A discussão sobre o uso de inteligência artificial nas eleições de 2026 ganhou um componente adicional no Tribunal Superior Eleitoral (TSE). Enquanto a Corte se prepara para avaliar possíveis limitações à utilização de conteúdos gerados por IA durante a campanha, ministros afirmam que o PL e o candidato à Presidência Flávio Bolsonaro não poderiam utilizar imagens de Jair Bolsonaro em materiais eleitorais, independentemente do entendimento adotado sobre a tecnologia.
A avaliação decorre de uma decisão do Supremo Tribunal Federal (STF) que impede o ex-presidente de realizar manifestações de caráter político-eleitoral. A restrição também alcança iniciativas que possam caracterizar participação de Bolsonaro na campanha enquanto ele cumpre a pena determinada pela Justiça.
O tema ganhou evidência durante a convenção do PL que oficializou Flávio Bolsonaro como candidato à Presidência. Na ocasião, foi apresentado um vídeo produzido com inteligência artificial no qual Jair Bolsonaro aparece fazendo uma manifestação de apoio ao filho.
Segundo integrantes do TSE ouvidos reservadamente, a eventual regulamentação ou restrição ao uso de inteligência artificial pela Justiça Eleitoral não seria determinante para definir a legalidade da utilização das imagens do ex-presidente. Para esses ministros, a principal questão está na ordem do STF que impede Bolsonaro de participar de atividades político-eleitorais.
PGR mantém posição contrária à participação eleitoral de Bolsonaro
A discussão ocorre paralelamente à manifestação da Procuradoria-Geral da República (PGR) sobre recursos apresentados pela defesa do ex-presidente.
O procurador-geral da República, Paulo Gonet, defendeu a manutenção das restrições determinadas pelo STF, incluindo a proibição de manifestações político-eleitorais de Bolsonaro.

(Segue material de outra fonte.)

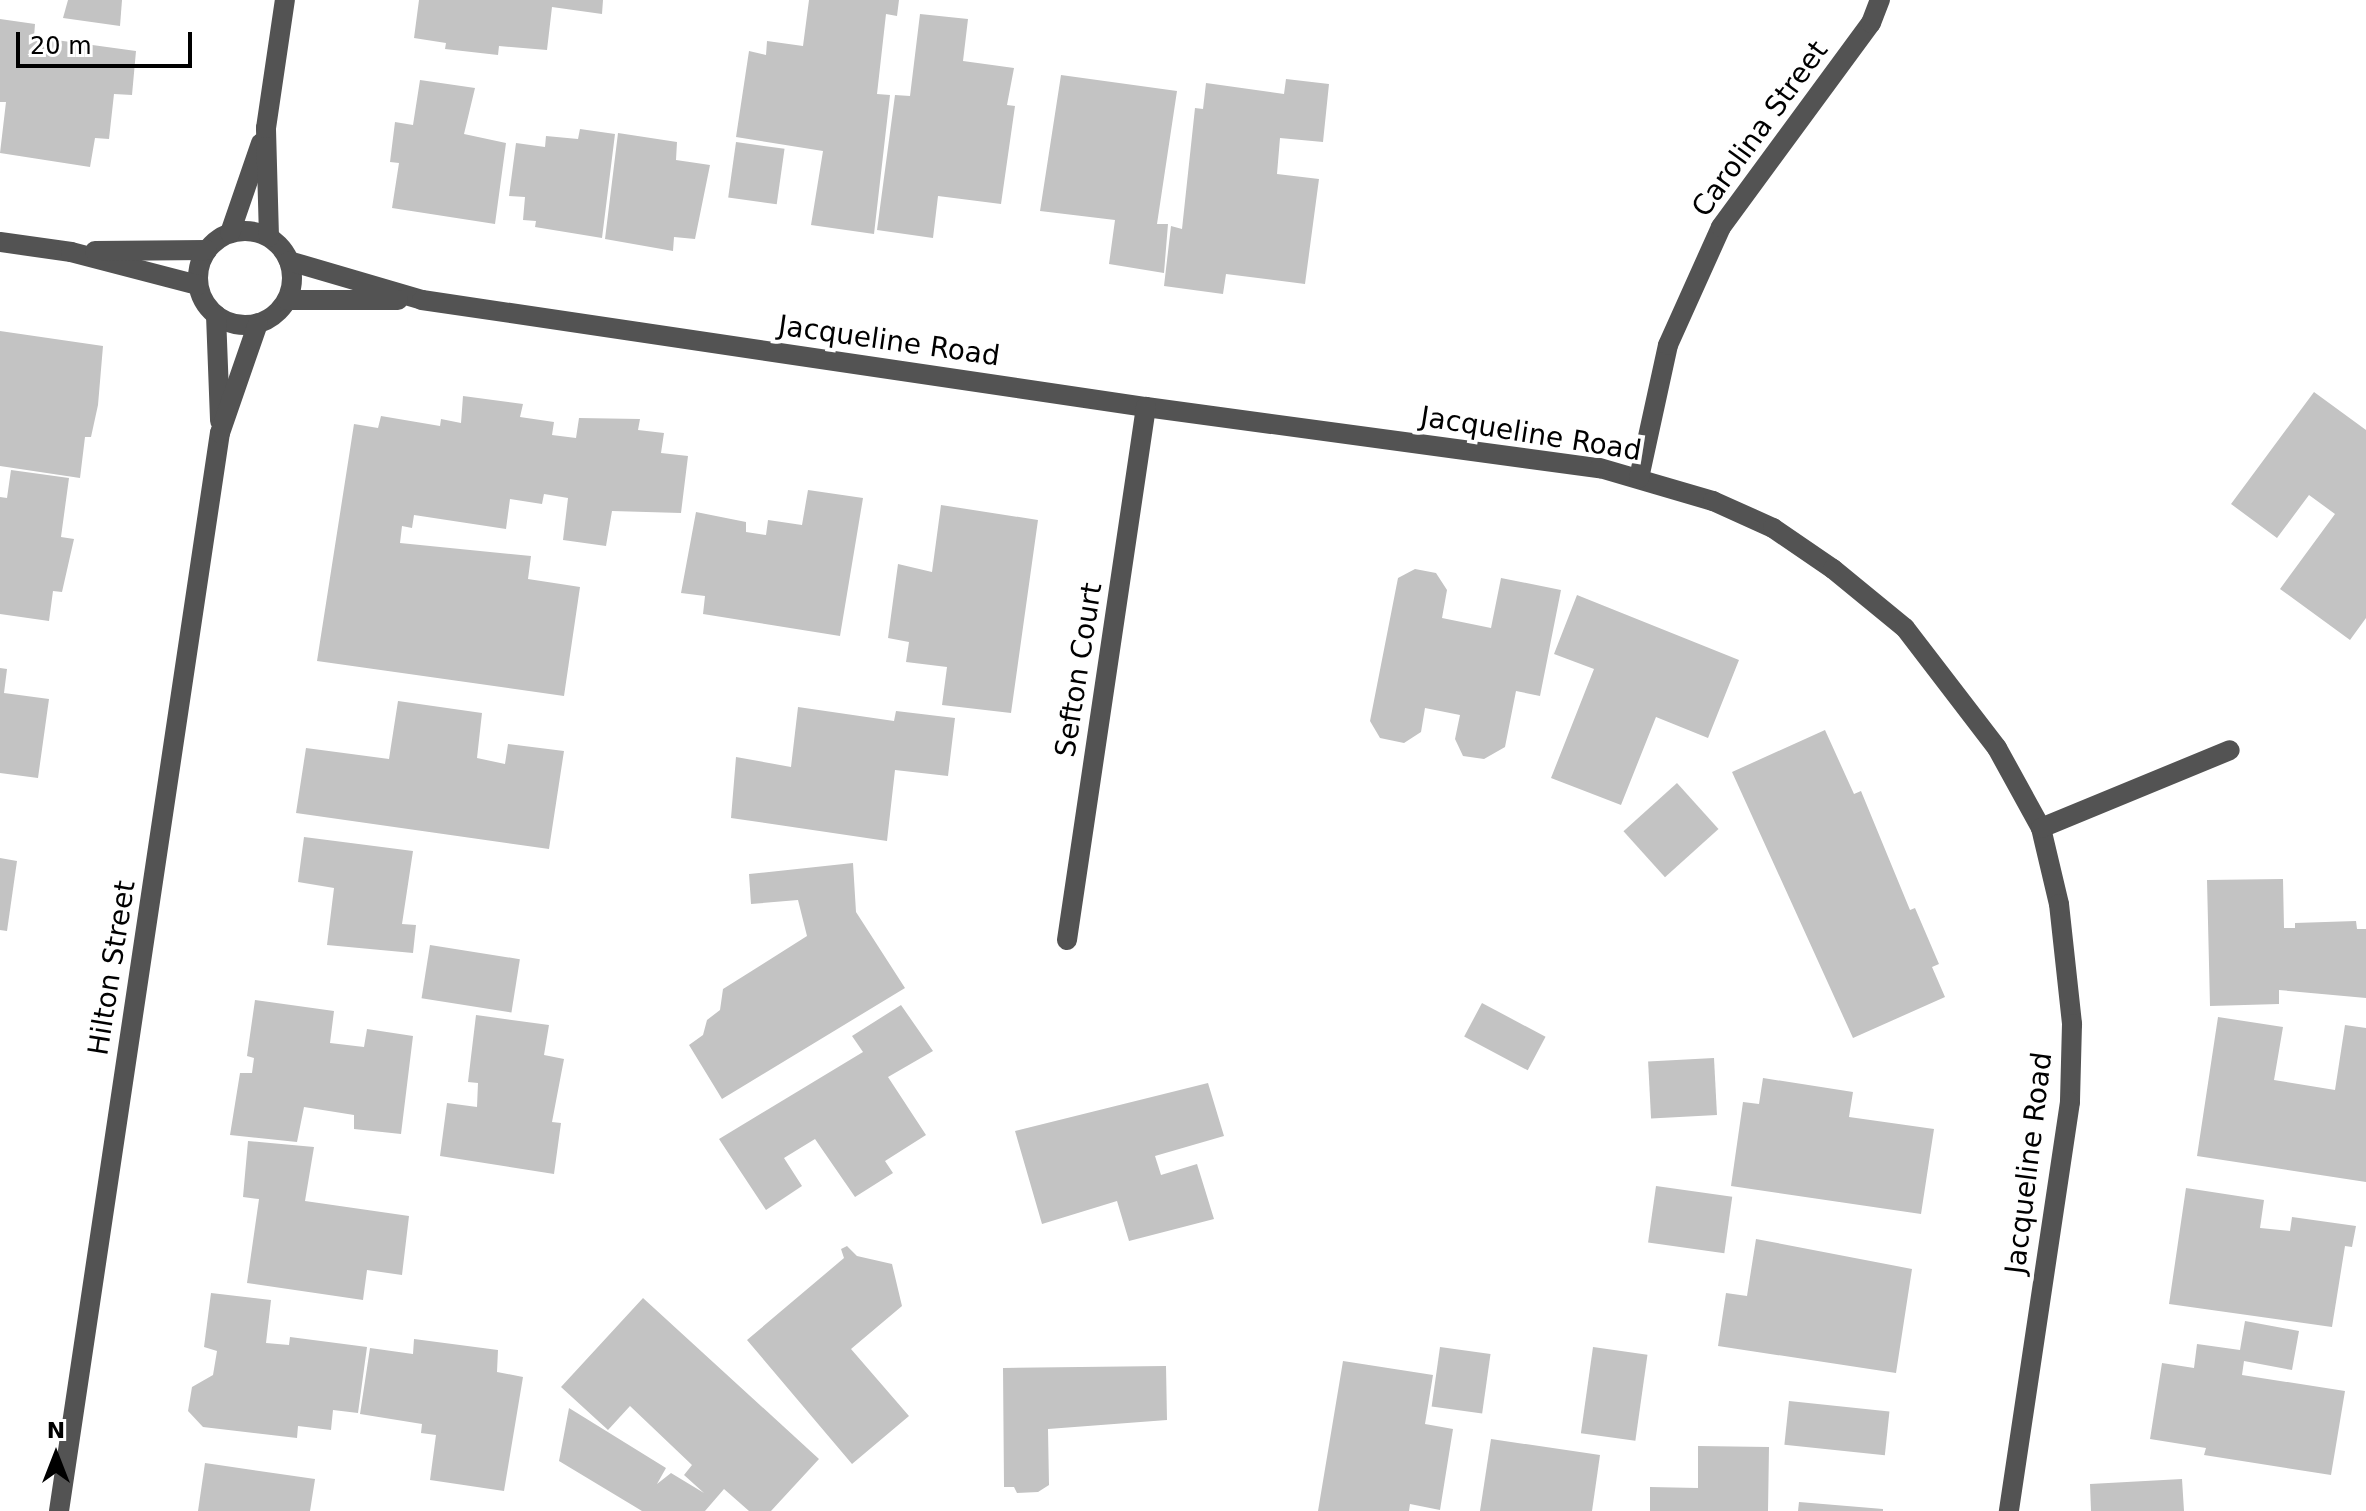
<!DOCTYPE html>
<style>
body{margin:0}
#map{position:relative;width:2366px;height:1511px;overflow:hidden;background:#fff;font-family:"DejaVu Sans",sans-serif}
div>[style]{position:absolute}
.building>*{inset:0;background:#c3c3c3;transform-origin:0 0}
.minor>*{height:20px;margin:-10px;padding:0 10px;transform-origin:10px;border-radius:10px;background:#535353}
.minor>.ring{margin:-10px;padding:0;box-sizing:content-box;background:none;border:20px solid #535353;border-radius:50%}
span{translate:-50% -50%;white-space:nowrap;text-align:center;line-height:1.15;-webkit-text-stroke:8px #fff;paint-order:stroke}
.street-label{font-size:28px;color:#000}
.north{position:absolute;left:16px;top:1415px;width:80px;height:80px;-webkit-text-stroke:6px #fff;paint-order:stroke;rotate:0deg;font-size:22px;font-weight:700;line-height:32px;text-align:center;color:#000}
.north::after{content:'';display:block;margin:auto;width:28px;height:36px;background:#000;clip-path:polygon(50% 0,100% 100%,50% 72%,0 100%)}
.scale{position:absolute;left:16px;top:32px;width:176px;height:36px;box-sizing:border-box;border:4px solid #000;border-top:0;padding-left:10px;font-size:24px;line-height:28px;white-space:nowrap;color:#000;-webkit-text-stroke:6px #fff;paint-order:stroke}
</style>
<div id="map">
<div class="building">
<i style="clip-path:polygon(68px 0,122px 0,120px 26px,63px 18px)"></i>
<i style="clip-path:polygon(419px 0,603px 0,602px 14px,552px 7px,547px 50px,499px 46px,498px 55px,445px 49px,446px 43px,414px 38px)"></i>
<i style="clip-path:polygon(809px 0,899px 0,897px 16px,886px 14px,877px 94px,890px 95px,874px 234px,811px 225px,823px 151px,736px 137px,749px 51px,766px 55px,767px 41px,803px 46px)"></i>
<i style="clip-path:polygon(920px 14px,968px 19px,963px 61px,1014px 68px,1007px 105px,1015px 106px,1001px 204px,938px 196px,933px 238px,877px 230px,895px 95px,910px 96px)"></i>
<i style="clip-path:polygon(0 19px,35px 24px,34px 37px,136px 51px,132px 95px,114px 94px,109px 139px,95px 138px,90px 167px,0 153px,6px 102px,0 102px)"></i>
<i style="clip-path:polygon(1061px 75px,1177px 91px,1157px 224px,1168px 224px,1164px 273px,1109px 264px,1115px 220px,1040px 211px)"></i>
<i style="clip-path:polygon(1286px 79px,1329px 84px,1323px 142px,1280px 138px,1277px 174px,1319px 179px,1305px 284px,1226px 274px,1223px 294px,1164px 286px,1171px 226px,1182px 229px,1195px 108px,1203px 109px,1206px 83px,1284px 94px)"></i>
<i style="clip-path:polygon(420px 80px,475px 88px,464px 134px,506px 143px,495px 224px,392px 208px,399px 163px,390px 162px,395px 122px,413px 125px)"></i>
<i style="clip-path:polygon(580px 129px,615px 134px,602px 238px,535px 227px,536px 221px,523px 220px,525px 197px,509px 196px,516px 143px,545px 147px,546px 136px,578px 139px)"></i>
<i style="clip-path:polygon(618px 133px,677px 142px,676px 160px,710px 165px,695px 239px,674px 237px,673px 251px,605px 239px)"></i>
<i style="left:736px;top:142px;width:49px;height:56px;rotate:8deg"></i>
<i style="clip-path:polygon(0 331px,103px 346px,98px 405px,91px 437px,85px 437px,80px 478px,0 466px)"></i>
<i style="clip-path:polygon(2314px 392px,2366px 430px,2366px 618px,2350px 640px,2280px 589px,2335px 514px,2309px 495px,2277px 538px,2231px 504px)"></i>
<i style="clip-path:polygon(463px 396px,523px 404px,520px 417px,554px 422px,552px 435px,576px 438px,579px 418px,640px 419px,638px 430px,664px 433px,661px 453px,688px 456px,681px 513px,612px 511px,606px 546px,563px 540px,568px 498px,544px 494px,542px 504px,510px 499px,506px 529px,414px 515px,412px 528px,402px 526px,400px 543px,531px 556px,528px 579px,580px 587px,564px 696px,317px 661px,354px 424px,378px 428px,381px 416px,440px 426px,441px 419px,461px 423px)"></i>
<i style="clip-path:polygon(11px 470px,69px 478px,61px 537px,74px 539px,62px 592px,53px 591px,49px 621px,0 614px,0 497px,7px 498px)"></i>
<i style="clip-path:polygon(808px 490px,863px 498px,840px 636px,703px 614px,705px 596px,681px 593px,696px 512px,746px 522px,746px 532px,766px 535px,768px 520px,802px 525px)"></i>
<i style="clip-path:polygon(941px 505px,1038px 520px,1011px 713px,942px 705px,947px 667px,906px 662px,909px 642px,888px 638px,898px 564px,932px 572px)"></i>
<i style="clip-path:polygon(1415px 569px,1436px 573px,1447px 590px,1442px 618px,1491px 628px,1501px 578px,1561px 590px,1540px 696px,1516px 691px,1505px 747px,1484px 759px,1463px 756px,1455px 739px,1460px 715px,1425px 708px,1421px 732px,1404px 743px,1380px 738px,1370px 721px,1398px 578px)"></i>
<i style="clip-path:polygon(1577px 595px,1739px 660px,1708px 738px,1656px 717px,1621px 805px,1551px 778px,1594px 669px,1554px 654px)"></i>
<i style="clip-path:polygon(0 668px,7px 669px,4px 693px,49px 699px,38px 778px,0 773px)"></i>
<i style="clip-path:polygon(398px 701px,482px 713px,477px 758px,505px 764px,508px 744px,564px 751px,549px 849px,296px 813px,306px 748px,389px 759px)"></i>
<i style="clip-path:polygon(798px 707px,894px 721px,896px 711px,955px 718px,948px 776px,895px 770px,887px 841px,731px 818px,736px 757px,791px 767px)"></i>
<i style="clip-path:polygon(1825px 730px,1854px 794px,1861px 791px,1910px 910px,1915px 908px,1939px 964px,1932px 967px,1945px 997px,1853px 1038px,1732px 772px)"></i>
<i style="left:1677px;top:783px;width:62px;height:72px;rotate:48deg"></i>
<i style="clip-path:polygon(304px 837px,413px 851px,402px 924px,416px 925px,413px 953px,327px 945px,334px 888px,298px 882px)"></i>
<i style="clip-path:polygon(0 858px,17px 861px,7px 931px,0 930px)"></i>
<i style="clip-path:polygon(853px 863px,856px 912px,905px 988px,722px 1099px,689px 1045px,703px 1035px,707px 1020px,720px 1010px,723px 989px,807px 936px,798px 900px,751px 904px,749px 874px)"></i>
<i style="clip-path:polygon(2283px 879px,2284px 928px,2295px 928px,2295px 923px,2356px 921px,2357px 929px,2366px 929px,2366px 998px,2279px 990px,2279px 1004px,2210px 1006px,2207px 880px)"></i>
<i style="left:430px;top:945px;width:91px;height:54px;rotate:9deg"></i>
<i style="clip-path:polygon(255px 1000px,334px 1011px,330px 1043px,364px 1047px,367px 1029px,413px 1036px,401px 1134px,354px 1129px,354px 1115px,304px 1107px,297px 1142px,230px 1135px,240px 1073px,252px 1073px,254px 1058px,247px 1056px)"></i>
<i style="left:1482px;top:1003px;width:72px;height:38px;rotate:28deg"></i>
<i style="clip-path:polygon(901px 1005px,933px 1051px,888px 1077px,926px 1135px,885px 1161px,893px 1173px,855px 1197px,815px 1139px,784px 1158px,802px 1186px,766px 1210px,719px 1139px,863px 1052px,852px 1036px)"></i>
<i style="clip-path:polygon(476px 1015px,549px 1025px,544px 1055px,564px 1059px,552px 1122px,561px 1123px,554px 1174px,440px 1156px,447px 1103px,477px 1107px,478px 1083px,468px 1082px)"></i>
<i style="clip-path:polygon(2218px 1017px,2283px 1027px,2274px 1080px,2335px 1090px,2345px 1025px,2366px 1028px,2366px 1182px,2197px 1156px)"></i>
<i style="left:1714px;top:1058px;width:57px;height:66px;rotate:87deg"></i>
<i style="clip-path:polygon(1763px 1078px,1853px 1092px,1849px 1117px,1934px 1129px,1921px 1214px,1731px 1186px,1743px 1102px,1759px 1104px)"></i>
<i style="clip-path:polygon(1208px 1083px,1224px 1136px,1155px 1156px,1161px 1175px,1197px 1164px,1214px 1219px,1129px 1241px,1117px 1201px,1042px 1224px,1015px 1131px)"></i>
<i style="clip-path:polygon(248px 1141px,314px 1147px,305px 1201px,409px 1216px,402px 1275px,367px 1270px,363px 1300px,247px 1283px,259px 1199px,243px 1197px)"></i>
<i style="left:1656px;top:1186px;width:77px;height:57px;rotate:8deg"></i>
<i style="clip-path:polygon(2186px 1188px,2264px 1200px,2260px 1228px,2290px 1231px,2292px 1217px,2356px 1226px,2352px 1247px,2345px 1246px,2332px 1327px,2169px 1304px)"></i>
<i style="clip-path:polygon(1756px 1239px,1912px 1269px,1896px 1373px,1718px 1346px,1726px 1293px,1747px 1296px)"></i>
<i style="clip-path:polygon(847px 1246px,857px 1256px,892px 1264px,902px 1306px,851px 1349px,909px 1416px,852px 1464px,747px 1340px,844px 1258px,841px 1249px)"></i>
<i style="clip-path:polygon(211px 1293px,271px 1300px,266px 1343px,289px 1345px,290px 1337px,367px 1347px,358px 1413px,333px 1410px,331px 1430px,298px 1426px,297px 1438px,203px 1427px,188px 1411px,192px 1387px,213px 1375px,217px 1351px,204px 1347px)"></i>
<i style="clip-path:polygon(643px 1298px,819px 1459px,771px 1511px,749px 1511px,724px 1489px,705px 1511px,642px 1511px,559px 1461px,569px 1408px,666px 1468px,657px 1484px,671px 1473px,704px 1493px,684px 1475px,692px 1465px,630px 1406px,608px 1430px,561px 1387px)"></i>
<i style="clip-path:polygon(2245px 1321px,2299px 1331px,2292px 1370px,2244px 1361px,2242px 1375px,2345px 1391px,2331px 1475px,2204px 1455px,2206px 1448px,2150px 1439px,2162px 1363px,2194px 1368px,2197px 1344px,2240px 1350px)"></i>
<i style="clip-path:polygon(414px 1339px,498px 1350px,497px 1372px,523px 1377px,504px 1491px,430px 1480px,436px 1435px,421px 1433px,422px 1424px,360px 1414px,370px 1348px,413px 1354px)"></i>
<i style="left:1440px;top:1347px;width:51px;height:60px;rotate:8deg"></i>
<i style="left:1593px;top:1347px;width:55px;height:87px;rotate:8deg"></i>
<i style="clip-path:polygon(1343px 1361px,1433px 1375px,1425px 1424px,1453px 1429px,1440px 1510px,1410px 1504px,1409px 1511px,1318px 1511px)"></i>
<i style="clip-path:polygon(1166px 1366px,1167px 1420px,1048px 1429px,1049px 1485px,1038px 1492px,1017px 1493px,1014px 1487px,1004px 1487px,1003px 1368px)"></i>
<i style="left:1789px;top:1401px;width:101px;height:44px;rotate:6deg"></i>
<i style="clip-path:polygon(1491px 1439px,1600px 1455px,1592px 1511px,1480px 1511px)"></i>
<i style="clip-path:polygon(1698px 1446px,1769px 1447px,1768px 1511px,1650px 1511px,1650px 1487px,1698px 1488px)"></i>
<i style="clip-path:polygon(205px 1463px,315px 1479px,310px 1511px,198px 1511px)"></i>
<i style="clip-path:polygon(2182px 1479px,2184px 1511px,2091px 1511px,2090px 1484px)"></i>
<i style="clip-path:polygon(1799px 1502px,1883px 1509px,1883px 1511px,1798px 1511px)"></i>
</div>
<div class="minor">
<i class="ring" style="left:198px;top:231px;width:74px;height:74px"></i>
<i style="left:230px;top:233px;width:95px;rotate:-71deg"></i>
<i style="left:269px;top:237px;width:109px;rotate:-91.6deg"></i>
<i style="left:266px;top:128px;width:129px;rotate:-81.6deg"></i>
<i style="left:0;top:242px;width:72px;rotate:8deg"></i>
<i style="left:71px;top:252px;width:131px;rotate:14.6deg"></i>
<i style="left:95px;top:251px;width:112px;rotate:-0.5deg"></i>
<i style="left:289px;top:261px;width:139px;rotate:16.3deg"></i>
<i style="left:422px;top:300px;width:732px;rotate:8.41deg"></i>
<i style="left:1146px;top:407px;width:458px;rotate:7.7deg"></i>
<i style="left:1600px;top:468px;width:118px;rotate:16.3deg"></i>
<i style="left:1713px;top:501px;width:66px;rotate:24.2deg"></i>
<i style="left:1773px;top:528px;width:73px;rotate:34.3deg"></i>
<i style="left:1833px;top:569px;width:93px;rotate:39.3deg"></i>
<i style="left:1905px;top:628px;width:151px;rotate:52.5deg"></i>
<i style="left:1997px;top:748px;width:91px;rotate:61.2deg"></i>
<i style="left:2041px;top:828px;width:78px;rotate:76.7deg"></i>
<i style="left:2059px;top:904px;width:121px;rotate:83.8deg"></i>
<i style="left:2072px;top:1024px;width:78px;rotate:91.5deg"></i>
<i style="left:2070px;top:1102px;width:414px;rotate:98.5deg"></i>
<i style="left:287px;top:300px;width:111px"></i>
<i style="left:216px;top:315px;width:106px;rotate:87.8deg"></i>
<i style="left:1639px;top:478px;width:136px;rotate:-77.7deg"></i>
<i style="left:1668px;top:345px;width:129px;rotate:-65.8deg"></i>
<i style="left:1721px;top:227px;width:253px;rotate:-53.7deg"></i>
<i style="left:1871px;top:23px;width:25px;rotate:-69deg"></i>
<i style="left:2041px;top:828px;width:204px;rotate:-22.4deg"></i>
<i style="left:1067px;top:940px;width:539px;rotate:-81.57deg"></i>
<i style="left:59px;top:1511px;width:1090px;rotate:-81.51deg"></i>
<i style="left:220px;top:433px;width:116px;rotate:-70.9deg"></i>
</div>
<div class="street-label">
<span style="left:1760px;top:129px;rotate:-54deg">Carolina Street</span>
<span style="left:889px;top:341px;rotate:8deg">Jacqueline Road</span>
<span style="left:1531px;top:434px;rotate:9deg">Jacqueline Road</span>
<span style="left:1079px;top:670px;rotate:-81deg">Sefton Court</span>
<span style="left:112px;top:968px;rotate:-81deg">Hilton Street</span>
<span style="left:2029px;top:1163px;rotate:-83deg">Jacqueline Road</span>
</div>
<div class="north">N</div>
<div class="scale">20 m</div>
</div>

A posição reforça o entendimento de que o ex-presidente não poderia participar da campanha de Flávio enquanto estiver submetido às medidas estabelecidas pela Corte.
A PGR também se manifestou pela manutenção da restrição às visitas de Flávio Bolsonaro ao pai em razão da divulgação do conteúdo produzido por inteligência artificial.
As medidas foram determinadas pelo ministro Alexandre de Moraes e posteriormente submetidas à Primeira Turma do STF. A tendência, segundo a reportagem, é de manutenção das restrições atualmente em vigor.
TSE discute regras para conteúdos gerados por IA
Além da situação específica envolvendo Jair Bolsonaro, o TSE analisa nesta quinta-feira a aplicação das regras eleitorais relacionadas ao uso de inteligência artificial.
O presidente da Corte, ministro Nunes Marques, deve discutir a aplicação de sanções ao candidato Flávio Bolsonaro pela divulgação do vídeo apresentado durante a convenção partidária. A discussão também envolve as normas já estabelecidas pelo tribunal para conteúdos produzidos ou modificados por inteligência artificial.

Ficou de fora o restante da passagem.